Extracted records
□ □ □ □ □
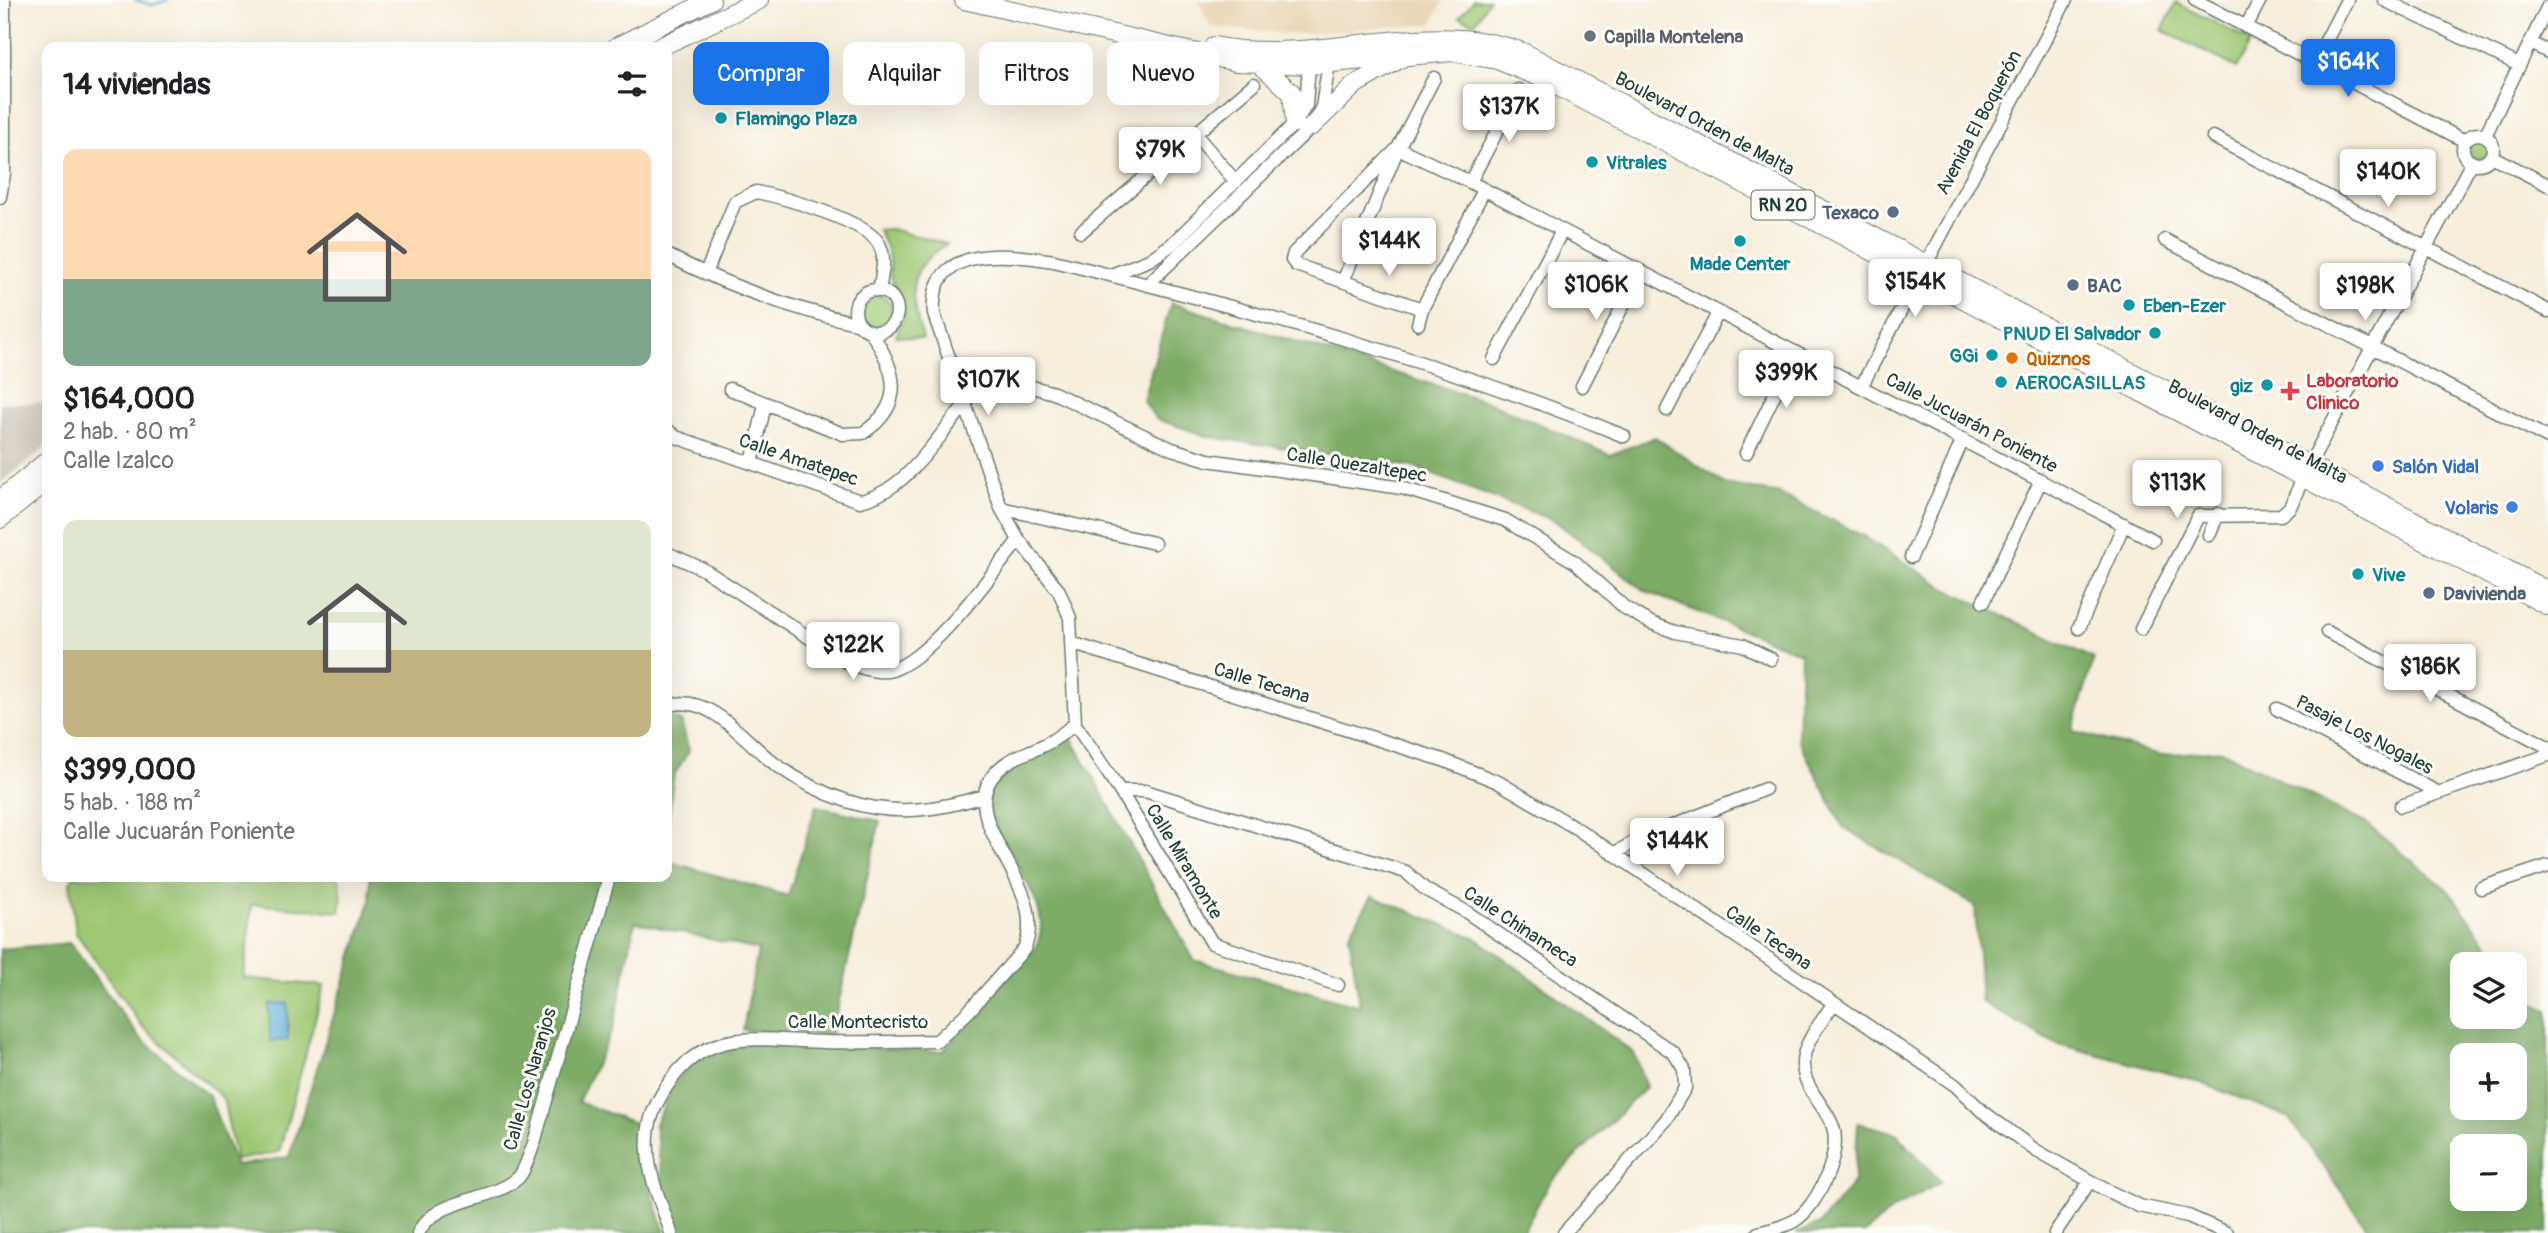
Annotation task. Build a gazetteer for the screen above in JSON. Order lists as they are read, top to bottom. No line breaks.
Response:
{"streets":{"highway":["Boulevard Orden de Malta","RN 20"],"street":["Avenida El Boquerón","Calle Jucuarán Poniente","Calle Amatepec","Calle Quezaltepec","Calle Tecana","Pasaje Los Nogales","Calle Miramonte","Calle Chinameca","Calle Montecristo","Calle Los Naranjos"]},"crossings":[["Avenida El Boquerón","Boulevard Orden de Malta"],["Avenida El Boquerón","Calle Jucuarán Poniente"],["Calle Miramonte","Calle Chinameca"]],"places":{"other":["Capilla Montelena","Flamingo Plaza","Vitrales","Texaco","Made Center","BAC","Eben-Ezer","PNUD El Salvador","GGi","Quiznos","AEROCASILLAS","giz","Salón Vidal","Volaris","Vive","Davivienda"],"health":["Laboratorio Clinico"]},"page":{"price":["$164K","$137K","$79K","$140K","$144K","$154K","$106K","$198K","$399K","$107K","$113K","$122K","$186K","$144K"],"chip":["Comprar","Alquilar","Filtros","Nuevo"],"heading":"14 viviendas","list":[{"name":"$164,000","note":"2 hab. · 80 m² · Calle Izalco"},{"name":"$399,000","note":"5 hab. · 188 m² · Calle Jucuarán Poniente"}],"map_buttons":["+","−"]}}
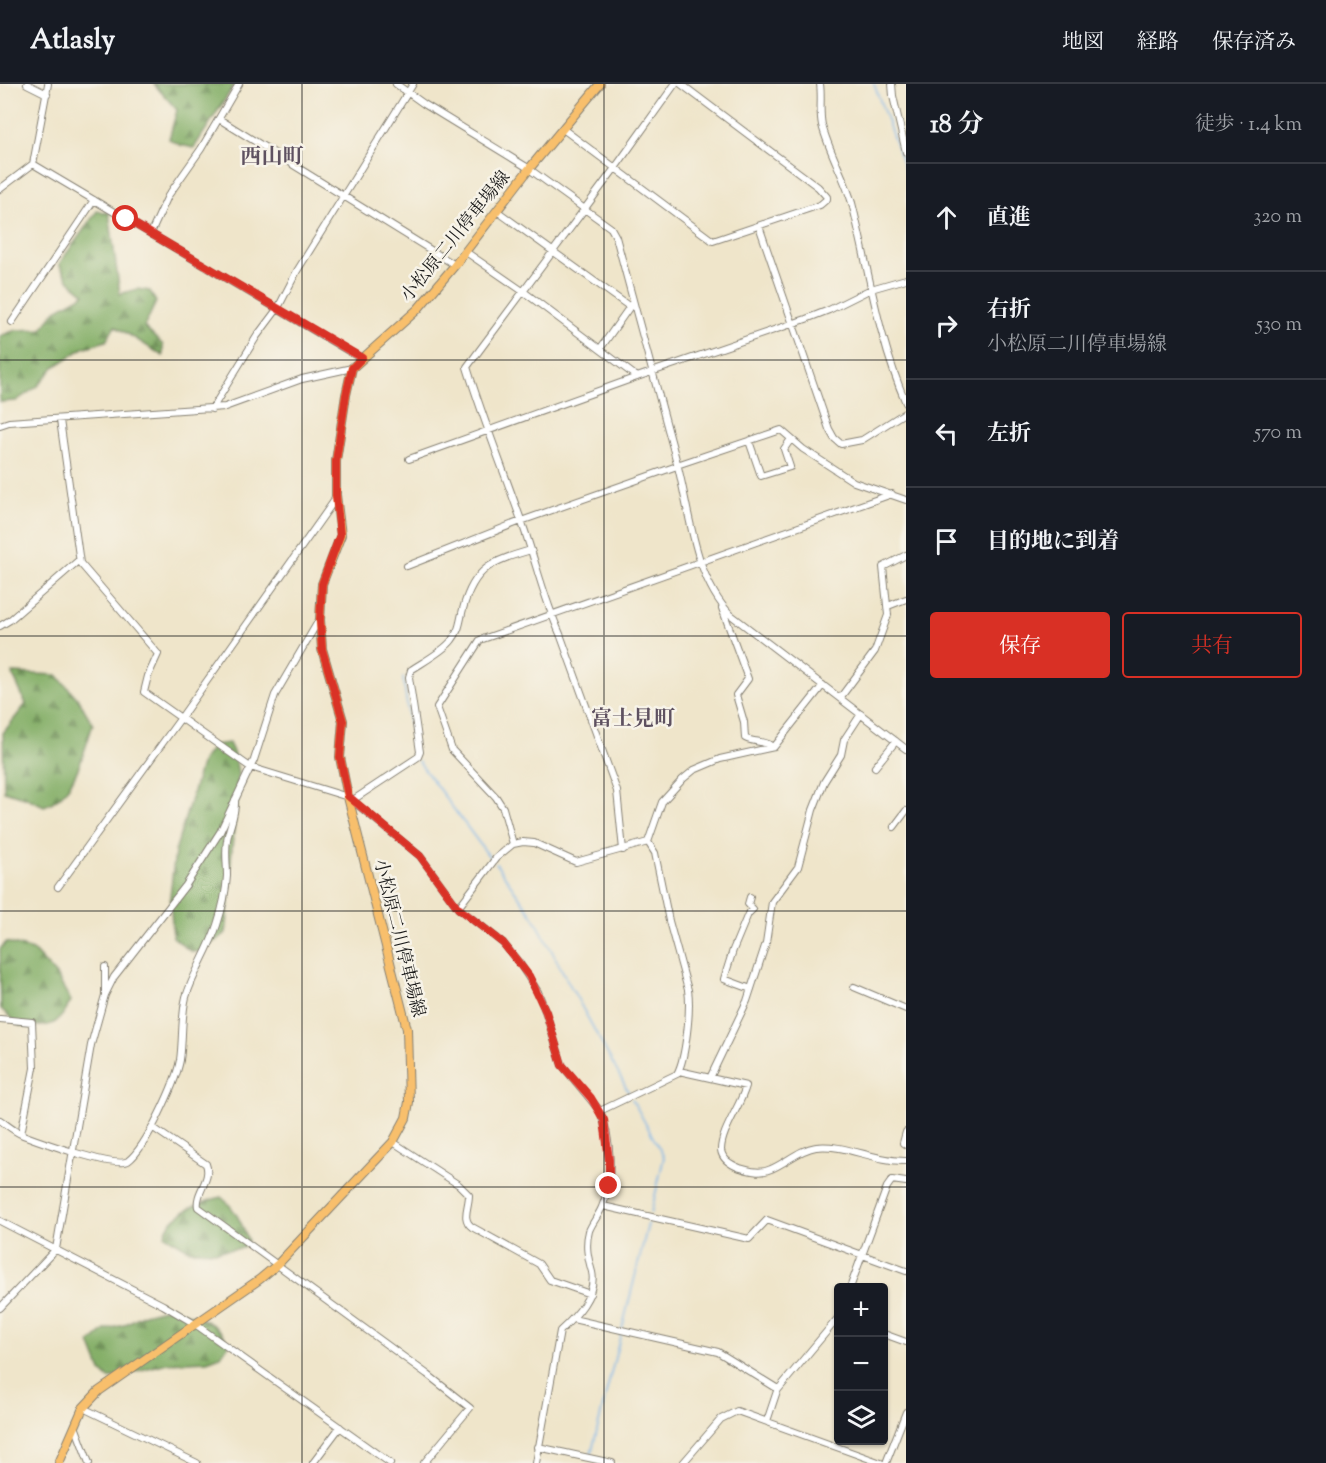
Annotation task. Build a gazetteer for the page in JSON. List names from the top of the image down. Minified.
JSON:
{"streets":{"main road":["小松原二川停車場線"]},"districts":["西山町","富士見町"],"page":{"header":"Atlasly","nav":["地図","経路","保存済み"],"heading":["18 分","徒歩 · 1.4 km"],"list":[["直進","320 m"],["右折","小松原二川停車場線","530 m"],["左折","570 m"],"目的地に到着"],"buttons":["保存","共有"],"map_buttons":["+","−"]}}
□ □ □ □ □
§ WHAT THE TASK REQUIRES:
With the pictures left out, output all the entries exactly.

§ ANSWER SPACE:
Annotation task. Build a gazetteer for the screen above in JSON. Order lists as they are read, top to bottom. No line breaks.
Response:
{"streets":{"highway":["Boulevard Orden de Malta","RN 20"],"street":["Avenida El Boquerón","Calle Jucuarán Poniente","Calle Amatepec","Calle Quezaltepec","Calle Tecana","Pasaje Los Nogales","Calle Miramonte","Calle Chinameca","Calle Montecristo","Calle Los Naranjos"]},"crossings":[["Avenida El Boquerón","Boulevard Orden de Malta"],["Avenida El Boquerón","Calle Jucuarán Poniente"],["Calle Miramonte","Calle Chinameca"]],"places":{"other":["Capilla Montelena","Flamingo Plaza","Vitrales","Texaco","Made Center","BAC","Eben-Ezer","PNUD El Salvador","GGi","Quiznos","AEROCASILLAS","giz","Salón Vidal","Volaris","Vive","Davivienda"],"health":["Laboratorio Clinico"]},"page":{"price":["$164K","$137K","$79K","$140K","$144K","$154K","$106K","$198K","$399K","$107K","$113K","$122K","$186K","$144K"],"chip":["Comprar","Alquilar","Filtros","Nuevo"],"heading":"14 viviendas","list":[{"name":"$164,000","note":"2 hab. · 80 m² · Calle Izalco"},{"name":"$399,000","note":"5 hab. · 188 m² · Calle Jucuarán Poniente"}],"map_buttons":["+","−"]}}
Annotation task. Build a gazetteer for the page in JSON. List names from the top of the image down. Minified.
JSON:
{"streets":{"main road":["小松原二川停車場線"]},"districts":["西山町","富士見町"],"page":{"header":"Atlasly","nav":["地図","経路","保存済み"],"heading":["18 分","徒歩 · 1.4 km"],"list":[["直進","320 m"],["右折","小松原二川停車場線","530 m"],["左折","570 m"],"目的地に到着"],"buttons":["保存","共有"],"map_buttons":["+","−"]}}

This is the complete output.